影の世界で
老人はお猪口に並々と注がれた酒を一気に飲み干すと、ベッドに座り込んでいた美香を手招きしてこちらへ呼んだ。美香はあからさまに不満げな様子で椅子に座った。
美香は下品なネタをめっぽう嫌う。だが純粋だといわれるとそれもまた違う。下品なネタで笑わそうとしてくる浅はかな男どもと、その手にのってしいそうな年頃の自分が嫌いなのだ。
猛麻呂は美香のプライドの高さをよくっている。父がロシアの軍人だったことも影響しているのかもしれない。
老人はヨイショと言って立ち上がると、美香の背後に回り込み背中から手を回し掛けた。美香の体がビクンッと反応する。
さあさあさあさあ!これから何が始まるんだ!唐突な歳の差セッ○スか?うひょぉぉーータマラン!俺にもやらせてくれ♂
などとテンションもアソコも上向きな猛麻呂が次に耳にしたのは予想外の言葉だった。
「ヨホホホホホホホ!貴夜美君、その通りじゃ!政府の機密情報はバッチシ掴めた。それに今回の件は我々に深く関係しているとみられる。しかしあやつらも侮れん・・・!姑息な真似をしおって」
老人はそう言って背中から回した手で美香の脇腹を軽く叩いた。床に黒いゴミのような塊が落ちる。美香はそれを拾い上げると目を丸くした。
「こ、これって…盗聴器じゃない!?」
これは一体どういうことなのだろう? この老人は政府の機密情報がどうこう言っていた。そして美香に仕掛けられていた盗聴器。猛麻呂には何が起こっているのか、老人と貴夜美が何を話しているのか、さっぱりわからなかった。
老人は猛麻呂と美香の表情に不安の色が見え始めたのを気づいたのか、今度は幾分か真剣な眼差しで語り始めた。
「ヨホホホホホホ、驚いたじゃろう。お前らはまだこの『ROOM』に所属してから3カ月しか経っていないのじゃから無理もない。まだお二人さんはこの組織の、そして社会の怖さを分かっておらん。我々が置かれている立場を考えるのじゃ」
置かれている立場。
猛麻呂と美香は、もちろん貴夜美もそうだが、特殊な力を使える。その力で渋谷で突然銃撃された時も身を守れたのだが、科学でも魔法でもないその力はこの世界で受け入れられることはない。もしその不思議な力を使える人間の存在を知られれば、初めは世間で大騒ぎされることだろう。うまく使えば億万長者にだってなれるかもしれない。
だが、その先に待つものはなんだ?
夢か?
幸福か?
充実感か?
違う。
『モノ』としての生活だ。
この力の源はまだ分かっていない。猛麻呂だって6歳の頃、孤児院で突然発現した。原因などわからない。イジメられたのもその頃からだった。日本では人と違うことを個性とはまず言わない。異質な人間としてみなされる。一般人からみて特殊能力は異質な『モノ』だ。と、同時に人間という生き物は興味を持つ。仕組み、理由、本質、頑なまでに全てを知りたがる。たとえそれが無意味だと知っていても、だ。

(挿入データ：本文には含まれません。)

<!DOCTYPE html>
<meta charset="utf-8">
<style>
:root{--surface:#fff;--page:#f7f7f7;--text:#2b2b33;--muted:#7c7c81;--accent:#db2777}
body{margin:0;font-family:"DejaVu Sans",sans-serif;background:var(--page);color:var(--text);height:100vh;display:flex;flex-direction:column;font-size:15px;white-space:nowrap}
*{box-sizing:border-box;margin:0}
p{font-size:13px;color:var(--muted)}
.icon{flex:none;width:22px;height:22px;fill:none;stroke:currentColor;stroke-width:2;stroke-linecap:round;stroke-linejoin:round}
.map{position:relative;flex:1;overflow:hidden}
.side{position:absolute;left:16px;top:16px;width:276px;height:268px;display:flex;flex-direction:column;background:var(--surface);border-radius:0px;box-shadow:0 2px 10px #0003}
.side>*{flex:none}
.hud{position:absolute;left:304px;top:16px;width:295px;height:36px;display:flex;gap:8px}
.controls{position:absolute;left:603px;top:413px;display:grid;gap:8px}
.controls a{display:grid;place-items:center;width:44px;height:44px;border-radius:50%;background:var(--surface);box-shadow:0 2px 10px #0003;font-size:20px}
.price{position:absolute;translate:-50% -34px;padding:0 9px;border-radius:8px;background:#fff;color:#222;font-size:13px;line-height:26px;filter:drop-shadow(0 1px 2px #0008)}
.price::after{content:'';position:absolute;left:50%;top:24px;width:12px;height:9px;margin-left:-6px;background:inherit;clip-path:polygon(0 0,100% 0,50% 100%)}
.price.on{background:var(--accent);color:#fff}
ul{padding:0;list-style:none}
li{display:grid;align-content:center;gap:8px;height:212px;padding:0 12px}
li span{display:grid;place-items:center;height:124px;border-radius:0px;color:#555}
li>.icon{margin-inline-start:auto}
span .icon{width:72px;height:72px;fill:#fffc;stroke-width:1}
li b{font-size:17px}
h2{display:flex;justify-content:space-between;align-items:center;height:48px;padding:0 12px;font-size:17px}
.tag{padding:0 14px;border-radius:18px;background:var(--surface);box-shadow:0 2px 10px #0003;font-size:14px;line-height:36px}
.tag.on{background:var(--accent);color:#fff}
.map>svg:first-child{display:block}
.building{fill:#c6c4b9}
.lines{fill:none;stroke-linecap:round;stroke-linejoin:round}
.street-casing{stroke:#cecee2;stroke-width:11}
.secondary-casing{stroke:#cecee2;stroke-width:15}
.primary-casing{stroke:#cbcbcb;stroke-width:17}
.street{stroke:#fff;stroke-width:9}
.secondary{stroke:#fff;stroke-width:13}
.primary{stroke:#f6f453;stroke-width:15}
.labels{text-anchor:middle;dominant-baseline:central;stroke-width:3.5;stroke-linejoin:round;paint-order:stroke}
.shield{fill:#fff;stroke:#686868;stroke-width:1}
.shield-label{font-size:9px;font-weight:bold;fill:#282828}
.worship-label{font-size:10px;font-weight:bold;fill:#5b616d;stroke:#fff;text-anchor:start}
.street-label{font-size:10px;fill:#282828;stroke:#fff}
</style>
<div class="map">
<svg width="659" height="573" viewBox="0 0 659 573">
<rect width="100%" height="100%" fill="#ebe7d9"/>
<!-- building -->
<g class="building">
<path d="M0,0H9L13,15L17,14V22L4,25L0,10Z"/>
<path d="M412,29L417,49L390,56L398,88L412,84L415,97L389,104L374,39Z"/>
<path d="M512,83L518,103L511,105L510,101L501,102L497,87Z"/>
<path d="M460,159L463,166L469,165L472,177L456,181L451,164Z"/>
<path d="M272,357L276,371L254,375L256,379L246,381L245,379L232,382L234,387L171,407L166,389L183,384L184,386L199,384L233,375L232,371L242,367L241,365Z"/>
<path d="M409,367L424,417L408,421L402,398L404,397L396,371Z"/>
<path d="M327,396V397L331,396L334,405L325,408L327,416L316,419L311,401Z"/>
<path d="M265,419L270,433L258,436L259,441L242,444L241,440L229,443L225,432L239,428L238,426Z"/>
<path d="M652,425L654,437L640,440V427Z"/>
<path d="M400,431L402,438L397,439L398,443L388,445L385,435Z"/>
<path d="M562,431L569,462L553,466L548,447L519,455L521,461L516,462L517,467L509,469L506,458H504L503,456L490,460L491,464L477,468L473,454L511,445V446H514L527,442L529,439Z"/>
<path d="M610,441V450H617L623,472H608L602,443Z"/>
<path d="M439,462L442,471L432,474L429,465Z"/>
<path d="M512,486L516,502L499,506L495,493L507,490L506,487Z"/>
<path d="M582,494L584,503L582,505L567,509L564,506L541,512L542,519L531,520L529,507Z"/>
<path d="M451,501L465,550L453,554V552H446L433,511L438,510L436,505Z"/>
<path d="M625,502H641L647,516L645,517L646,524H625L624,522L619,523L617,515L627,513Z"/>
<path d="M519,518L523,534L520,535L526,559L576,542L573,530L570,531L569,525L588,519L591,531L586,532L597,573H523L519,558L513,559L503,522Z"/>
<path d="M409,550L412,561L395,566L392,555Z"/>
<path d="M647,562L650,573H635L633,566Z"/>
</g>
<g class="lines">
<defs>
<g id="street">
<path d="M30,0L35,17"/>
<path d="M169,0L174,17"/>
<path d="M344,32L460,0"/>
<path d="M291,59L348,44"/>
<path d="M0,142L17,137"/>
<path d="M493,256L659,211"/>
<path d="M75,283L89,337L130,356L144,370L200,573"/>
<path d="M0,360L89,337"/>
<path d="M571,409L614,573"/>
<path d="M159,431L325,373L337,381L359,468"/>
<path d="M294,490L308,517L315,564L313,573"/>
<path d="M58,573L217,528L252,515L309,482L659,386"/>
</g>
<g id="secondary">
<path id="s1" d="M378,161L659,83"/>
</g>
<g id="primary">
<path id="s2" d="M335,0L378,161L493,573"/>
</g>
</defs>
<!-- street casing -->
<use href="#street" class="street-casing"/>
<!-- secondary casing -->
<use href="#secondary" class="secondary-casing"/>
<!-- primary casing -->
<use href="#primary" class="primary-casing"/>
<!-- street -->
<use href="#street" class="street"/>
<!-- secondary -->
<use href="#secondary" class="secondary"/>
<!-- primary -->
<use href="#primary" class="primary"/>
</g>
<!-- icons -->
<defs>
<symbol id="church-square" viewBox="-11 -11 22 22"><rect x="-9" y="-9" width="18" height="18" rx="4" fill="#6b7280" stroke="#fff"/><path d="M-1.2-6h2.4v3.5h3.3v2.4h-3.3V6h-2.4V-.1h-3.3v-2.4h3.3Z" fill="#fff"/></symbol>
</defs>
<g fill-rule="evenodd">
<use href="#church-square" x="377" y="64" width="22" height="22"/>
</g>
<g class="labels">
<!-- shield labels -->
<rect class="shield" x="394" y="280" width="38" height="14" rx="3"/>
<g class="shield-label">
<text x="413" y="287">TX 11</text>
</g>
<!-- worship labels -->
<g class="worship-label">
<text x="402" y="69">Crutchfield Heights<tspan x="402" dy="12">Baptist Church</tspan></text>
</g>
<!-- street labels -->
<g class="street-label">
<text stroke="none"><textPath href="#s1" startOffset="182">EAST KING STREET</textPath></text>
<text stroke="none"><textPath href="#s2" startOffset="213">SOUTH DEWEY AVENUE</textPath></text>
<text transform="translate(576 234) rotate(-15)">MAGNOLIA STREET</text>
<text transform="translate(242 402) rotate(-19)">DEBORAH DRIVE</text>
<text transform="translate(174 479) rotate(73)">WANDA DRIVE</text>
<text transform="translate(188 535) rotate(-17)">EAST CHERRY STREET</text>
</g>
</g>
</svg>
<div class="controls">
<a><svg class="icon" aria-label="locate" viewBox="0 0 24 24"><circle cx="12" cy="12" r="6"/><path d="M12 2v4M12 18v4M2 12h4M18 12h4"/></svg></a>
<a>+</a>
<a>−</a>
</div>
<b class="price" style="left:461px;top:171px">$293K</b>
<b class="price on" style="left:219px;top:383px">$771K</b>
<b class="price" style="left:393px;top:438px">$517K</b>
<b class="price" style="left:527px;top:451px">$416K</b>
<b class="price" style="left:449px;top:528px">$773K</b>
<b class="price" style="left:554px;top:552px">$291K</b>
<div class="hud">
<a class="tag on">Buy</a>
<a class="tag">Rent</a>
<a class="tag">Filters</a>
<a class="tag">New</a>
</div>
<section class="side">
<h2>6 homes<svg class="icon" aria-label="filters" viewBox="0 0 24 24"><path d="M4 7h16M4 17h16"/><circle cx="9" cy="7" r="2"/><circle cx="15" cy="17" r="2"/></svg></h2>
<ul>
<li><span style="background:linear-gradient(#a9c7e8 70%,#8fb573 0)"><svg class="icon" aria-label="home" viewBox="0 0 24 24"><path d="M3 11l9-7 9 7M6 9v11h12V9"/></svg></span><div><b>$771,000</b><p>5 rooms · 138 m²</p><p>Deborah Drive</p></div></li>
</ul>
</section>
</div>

猛麻呂は間違いなく捕らえられ研究対象となるだろう。その時点で猛麻呂は人間ではない。『モノ』なのだ。
それならば能力を使わなければいいと思うかもしれない。
だが考えてみてほしい。もし目の前で溺れている人がいて、そこは遊泳禁止の場所だった。はたして泳ぎの得意な人は、ここで泳いではいけない、と規則を守り見殺しにするだろうか? いや、そんなことができるはずがない。助けたいという気持ちが勝るはずだ。
能力を制御するのはあくまでその人自身。人間だからこそ能力を絶対に使わないというのは無理なのだ。
だから『ROOM』という組織は特殊能力を使える人間を集めてあえて使うことにした。社会の陰に隠れ闇に潜む悪を裁く。
『君は・・・この場所で穏やかに暮らしているのは似合わない・・・。本当の悪は・・・見えないところに潜んでいる・・・。君は必要な人間なんだ・・・』
猛麻呂が孤児院で貴夜美に『ROOM』に入るよう諭された時に言われた言葉だ。
猛麻呂は幼い頃イジメをうけていた。だが孤児院の先生は気づいてくれなかった(気づいたのは美香だけだった)。
だからこそ、この言葉が心に突き刺さった。この世界のどこかで見えない何かに苦しんでいる人がいる。この能力が誰かの役に立つかもしれない。そう思い猛麻呂は『ROOM』に入ることに決めたのだ。
『ROOM』は社会の陰にある。そこに秩序は存在しない。神も仏も目を瞑る。
置かれている立場。
その言葉を猛麻呂はもう一度反芻した。